The objective of the proposed amendments is to provide greater transparency about significant holdings of issuers’ securities by:
- reducing the early warning reporting threshold to 5%;
- requiring disclosure of both increases and decreases in ownership of at least 2%;
- proposing that certain equity derivative positions be included within the early warning calculation; and
- enhancing the content of the disclosure in the early warning disclosure to be filed.
One of the key changes proposed by the CSA is to reduce the early warning reporting threshold to 5% from the current 10%.
The reality of increasing shareholder activism, the ability of a shareholder holding 5% to requisition a shareholders’ meeting and the possibility for a shareholder at the 5% level to influence control of an issuer, are, according to the CSA, some of the reasons why the early warning disclosure requirements should recognize that the accumulation of securities at the 5% threshold is relevant. The CSA also believes that a lower early warning reporting threshold will enhance market transparency by providing market participants with more information about the significant holders of an issuer’s securities.
Although the CSA is retaining the current 2% threshold for reporting further acquisitions, it is proposing to also specifically require disclosure of decreases in ownership of at least 2%. The CSA regards both increases and decreases in ownership to be of interest to the market (and therefore disclosable). Decreases in ownership to less than 5% would also need to be disclosed under the proposed amendments.
Equity Equivalent Derivatives
The use of sophisticated investment arrangements, in which the economic interest of an investor may not be reflected in actual ownership, or the economic interest of an investor may be decoupled from the voting rights held by the investor, has led to regulatory difficulties. The CSA has expressed concern that hidden ownership strategies and “empty voting” can significantly undermine the early warning regime and other disclosure requirements that are based on beneficial ownership and control or direction. In order to ensure that investors’ positions are fully disclosed, the proposed amendments require an investor to include “equity equivalent derivatives” when calculating whether the early warning reporting threshold has been reached.
According to the CSA, the term “equity equivalent derivatives” is intended to capture certain equity derivatives such as total return swaps, contracts for difference, and other derivatives that provide a notional long position that substantially replicates the economic consequences of ownership.
Under the proposed amendments, if an investor enters into an equity equivalent derivative that results in it having an economic position in an issuer that is equivalent to or greater than a 5% ownership position, the investor would be subject to the early warning requirements, regardless of whether the investor’s direct holdings in the securities of the issuer is less than 5%.
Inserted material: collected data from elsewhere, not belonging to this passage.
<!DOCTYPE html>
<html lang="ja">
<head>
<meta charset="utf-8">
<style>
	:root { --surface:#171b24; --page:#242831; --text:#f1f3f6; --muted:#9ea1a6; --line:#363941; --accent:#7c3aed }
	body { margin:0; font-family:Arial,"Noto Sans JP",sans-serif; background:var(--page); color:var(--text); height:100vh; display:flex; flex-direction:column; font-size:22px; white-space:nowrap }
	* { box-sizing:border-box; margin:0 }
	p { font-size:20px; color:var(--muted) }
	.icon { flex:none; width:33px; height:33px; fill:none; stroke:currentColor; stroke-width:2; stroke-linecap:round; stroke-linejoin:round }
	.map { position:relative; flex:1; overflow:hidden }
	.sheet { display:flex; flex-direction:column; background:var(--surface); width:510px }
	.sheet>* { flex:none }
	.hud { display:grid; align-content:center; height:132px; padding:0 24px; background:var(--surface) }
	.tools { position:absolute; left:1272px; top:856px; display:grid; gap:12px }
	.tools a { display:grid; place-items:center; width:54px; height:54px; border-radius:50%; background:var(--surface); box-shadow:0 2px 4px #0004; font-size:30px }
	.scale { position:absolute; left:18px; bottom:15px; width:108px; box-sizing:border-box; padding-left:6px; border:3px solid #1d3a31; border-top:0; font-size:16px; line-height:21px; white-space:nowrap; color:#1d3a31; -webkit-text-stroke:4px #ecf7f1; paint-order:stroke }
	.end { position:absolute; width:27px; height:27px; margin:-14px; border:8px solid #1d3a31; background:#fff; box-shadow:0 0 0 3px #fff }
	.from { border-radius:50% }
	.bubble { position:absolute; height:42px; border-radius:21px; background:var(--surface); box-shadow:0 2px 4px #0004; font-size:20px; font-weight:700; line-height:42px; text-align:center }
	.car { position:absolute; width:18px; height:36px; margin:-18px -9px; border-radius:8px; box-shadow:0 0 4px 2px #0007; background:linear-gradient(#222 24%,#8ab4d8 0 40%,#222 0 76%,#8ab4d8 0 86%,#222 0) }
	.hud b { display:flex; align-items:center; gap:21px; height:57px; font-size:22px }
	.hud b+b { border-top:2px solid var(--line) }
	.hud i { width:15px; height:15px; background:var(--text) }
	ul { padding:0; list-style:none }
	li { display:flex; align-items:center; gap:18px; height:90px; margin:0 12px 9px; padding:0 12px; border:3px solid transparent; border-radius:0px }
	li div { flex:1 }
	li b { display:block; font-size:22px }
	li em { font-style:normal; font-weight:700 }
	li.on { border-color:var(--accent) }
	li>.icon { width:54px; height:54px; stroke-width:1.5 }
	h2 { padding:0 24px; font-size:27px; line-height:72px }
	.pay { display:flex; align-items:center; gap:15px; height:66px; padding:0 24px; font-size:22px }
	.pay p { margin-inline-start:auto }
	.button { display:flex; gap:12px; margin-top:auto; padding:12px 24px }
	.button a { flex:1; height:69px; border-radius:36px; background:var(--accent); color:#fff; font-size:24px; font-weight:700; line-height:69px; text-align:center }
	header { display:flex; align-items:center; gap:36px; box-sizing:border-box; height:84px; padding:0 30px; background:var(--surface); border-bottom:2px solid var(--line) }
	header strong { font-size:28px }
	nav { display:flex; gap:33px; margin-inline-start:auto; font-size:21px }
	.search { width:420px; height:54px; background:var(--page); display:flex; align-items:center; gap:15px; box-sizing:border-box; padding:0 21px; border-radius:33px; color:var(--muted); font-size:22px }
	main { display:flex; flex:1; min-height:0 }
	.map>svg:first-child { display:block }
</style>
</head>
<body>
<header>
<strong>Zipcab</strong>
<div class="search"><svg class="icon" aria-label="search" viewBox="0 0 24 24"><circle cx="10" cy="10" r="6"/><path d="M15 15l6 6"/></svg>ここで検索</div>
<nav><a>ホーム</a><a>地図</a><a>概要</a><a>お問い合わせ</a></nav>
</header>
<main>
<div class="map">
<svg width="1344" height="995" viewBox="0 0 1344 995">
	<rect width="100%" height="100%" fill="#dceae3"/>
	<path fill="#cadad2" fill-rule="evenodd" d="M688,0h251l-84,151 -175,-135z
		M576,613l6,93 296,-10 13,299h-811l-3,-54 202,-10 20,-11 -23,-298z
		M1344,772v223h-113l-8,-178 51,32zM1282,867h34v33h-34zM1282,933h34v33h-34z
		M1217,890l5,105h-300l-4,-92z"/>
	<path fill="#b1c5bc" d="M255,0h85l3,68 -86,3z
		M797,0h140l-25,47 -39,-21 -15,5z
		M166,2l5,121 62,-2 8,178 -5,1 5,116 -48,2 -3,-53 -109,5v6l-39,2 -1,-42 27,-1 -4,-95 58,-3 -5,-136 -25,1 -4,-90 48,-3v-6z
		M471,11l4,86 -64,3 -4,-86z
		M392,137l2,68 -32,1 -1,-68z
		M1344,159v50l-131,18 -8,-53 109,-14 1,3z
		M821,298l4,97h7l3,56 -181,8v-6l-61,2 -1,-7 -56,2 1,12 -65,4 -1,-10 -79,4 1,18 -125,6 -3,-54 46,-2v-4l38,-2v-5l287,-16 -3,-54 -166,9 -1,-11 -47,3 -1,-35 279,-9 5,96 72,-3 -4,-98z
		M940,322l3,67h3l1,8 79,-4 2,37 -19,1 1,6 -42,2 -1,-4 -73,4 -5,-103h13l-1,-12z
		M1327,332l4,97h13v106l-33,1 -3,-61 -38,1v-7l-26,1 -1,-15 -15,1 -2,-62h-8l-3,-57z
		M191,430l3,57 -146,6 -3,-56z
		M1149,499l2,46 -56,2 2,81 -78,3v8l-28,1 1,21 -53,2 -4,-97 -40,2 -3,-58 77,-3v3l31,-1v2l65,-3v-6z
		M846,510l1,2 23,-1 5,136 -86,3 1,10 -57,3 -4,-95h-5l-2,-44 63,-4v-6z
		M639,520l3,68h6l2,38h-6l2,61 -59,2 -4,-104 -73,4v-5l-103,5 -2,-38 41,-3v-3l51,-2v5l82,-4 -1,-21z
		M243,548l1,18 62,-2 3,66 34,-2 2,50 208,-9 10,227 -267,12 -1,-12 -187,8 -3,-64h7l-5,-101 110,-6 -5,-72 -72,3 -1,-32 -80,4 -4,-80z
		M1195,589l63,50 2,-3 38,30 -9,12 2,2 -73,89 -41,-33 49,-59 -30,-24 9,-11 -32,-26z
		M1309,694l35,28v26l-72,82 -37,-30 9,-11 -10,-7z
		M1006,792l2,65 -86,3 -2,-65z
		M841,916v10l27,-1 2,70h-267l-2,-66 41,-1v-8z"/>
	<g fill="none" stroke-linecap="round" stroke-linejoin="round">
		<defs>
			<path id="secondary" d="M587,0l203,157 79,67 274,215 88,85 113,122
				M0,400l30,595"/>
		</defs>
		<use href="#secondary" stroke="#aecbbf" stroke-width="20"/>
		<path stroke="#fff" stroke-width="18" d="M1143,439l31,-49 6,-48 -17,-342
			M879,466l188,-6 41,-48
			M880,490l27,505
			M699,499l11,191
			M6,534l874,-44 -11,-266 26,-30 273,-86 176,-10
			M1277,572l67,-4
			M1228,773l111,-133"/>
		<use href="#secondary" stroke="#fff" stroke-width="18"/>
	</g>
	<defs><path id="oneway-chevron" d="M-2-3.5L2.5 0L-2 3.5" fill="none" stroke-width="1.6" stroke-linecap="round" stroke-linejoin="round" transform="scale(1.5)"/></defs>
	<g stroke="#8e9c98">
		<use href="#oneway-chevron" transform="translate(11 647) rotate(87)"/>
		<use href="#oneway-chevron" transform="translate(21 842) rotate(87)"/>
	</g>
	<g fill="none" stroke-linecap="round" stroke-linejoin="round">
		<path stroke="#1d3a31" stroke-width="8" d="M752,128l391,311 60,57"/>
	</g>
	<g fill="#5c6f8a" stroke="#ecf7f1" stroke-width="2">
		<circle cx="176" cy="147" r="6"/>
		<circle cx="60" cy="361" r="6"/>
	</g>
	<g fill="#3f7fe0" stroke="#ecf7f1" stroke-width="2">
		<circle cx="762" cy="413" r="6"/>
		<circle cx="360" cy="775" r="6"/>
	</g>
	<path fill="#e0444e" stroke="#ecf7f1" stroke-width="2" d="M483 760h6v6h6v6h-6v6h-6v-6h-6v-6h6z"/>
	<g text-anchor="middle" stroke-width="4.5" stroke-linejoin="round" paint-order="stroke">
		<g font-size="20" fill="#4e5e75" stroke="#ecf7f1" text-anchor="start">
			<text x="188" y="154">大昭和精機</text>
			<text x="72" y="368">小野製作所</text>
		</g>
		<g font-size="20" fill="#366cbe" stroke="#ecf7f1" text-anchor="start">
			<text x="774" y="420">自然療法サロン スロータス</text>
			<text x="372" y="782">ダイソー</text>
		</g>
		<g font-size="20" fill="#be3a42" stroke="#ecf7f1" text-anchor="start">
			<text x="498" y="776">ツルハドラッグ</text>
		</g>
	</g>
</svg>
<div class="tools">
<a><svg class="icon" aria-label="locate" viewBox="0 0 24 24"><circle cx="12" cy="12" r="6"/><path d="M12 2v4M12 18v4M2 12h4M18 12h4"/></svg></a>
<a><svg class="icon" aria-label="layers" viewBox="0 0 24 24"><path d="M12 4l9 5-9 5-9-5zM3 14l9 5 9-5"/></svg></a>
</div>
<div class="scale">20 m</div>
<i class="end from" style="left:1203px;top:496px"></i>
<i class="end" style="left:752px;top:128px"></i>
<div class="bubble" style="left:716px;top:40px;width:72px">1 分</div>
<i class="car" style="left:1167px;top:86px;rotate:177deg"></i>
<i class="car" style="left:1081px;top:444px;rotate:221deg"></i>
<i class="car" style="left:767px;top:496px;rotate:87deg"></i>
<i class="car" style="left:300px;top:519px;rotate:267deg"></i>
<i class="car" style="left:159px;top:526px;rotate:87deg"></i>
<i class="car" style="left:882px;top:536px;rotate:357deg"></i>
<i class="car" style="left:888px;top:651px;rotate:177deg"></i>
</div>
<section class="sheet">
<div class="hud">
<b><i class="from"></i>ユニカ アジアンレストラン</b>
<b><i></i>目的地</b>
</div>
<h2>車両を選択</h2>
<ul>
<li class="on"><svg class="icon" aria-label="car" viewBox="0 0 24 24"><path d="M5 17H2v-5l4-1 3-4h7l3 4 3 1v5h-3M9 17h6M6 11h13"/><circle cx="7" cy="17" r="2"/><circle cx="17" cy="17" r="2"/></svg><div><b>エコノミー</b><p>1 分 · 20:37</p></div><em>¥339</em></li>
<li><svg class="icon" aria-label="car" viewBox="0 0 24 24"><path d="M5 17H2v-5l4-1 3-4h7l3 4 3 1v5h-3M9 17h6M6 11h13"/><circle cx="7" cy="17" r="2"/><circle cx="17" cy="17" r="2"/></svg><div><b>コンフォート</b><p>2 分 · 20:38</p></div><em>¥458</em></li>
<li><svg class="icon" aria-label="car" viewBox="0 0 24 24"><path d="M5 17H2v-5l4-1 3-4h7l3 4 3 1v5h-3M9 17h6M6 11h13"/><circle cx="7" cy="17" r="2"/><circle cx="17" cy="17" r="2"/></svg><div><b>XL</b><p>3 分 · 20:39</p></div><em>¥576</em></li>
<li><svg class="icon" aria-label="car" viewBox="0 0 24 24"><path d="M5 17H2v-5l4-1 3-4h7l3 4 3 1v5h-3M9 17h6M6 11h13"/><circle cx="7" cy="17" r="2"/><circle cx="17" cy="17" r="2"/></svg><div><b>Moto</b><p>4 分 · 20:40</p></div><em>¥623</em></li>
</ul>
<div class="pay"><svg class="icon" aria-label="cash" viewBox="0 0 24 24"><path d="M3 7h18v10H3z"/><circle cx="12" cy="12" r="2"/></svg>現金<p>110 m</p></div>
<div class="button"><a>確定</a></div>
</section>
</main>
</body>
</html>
The CSA is proposing to amend the disclosure requirements in order to address concerns by market participants that the disclosure included under the current regime is inadequate and to improve reporting in the face of the growing use of derivatives. Under the proposed amendments, an investor subject to the early warning requirements must ensure that its early warning news releases and reports provide more detailed disclosure about:
- the purpose of the acquisition or disposition and any plans or future intentions which the investor may have;
- the acquiror’s actual economic interest in an issuer, as well as its voting interests (in the case of securities lending arrangements); and
- any related financial instruments and other arrangements with respect to the securities of the issuer into which the investor has entered.
Changes to Alternative Monthly Reporting Regime
The CSA are not proposing comprehensive reforms to the alternative monthly reporting regime for eligible institutional investors. Those may come later. However, some of the proposed amendments will apply to an eligible institutional investor reporting under the alternative monthly reporting regime. In addition, the proposed amendments will make the alternative monthly reporting regime unavailable for eligible institutional investors who solicit, or intend to solicit, proxies from security holders of a reporting issuer on matters relating to the election of directors of the reporting issuer or a reorganization, amalgamation, merger, arrangement or similar corporate action involving the securities of the reporting issuer.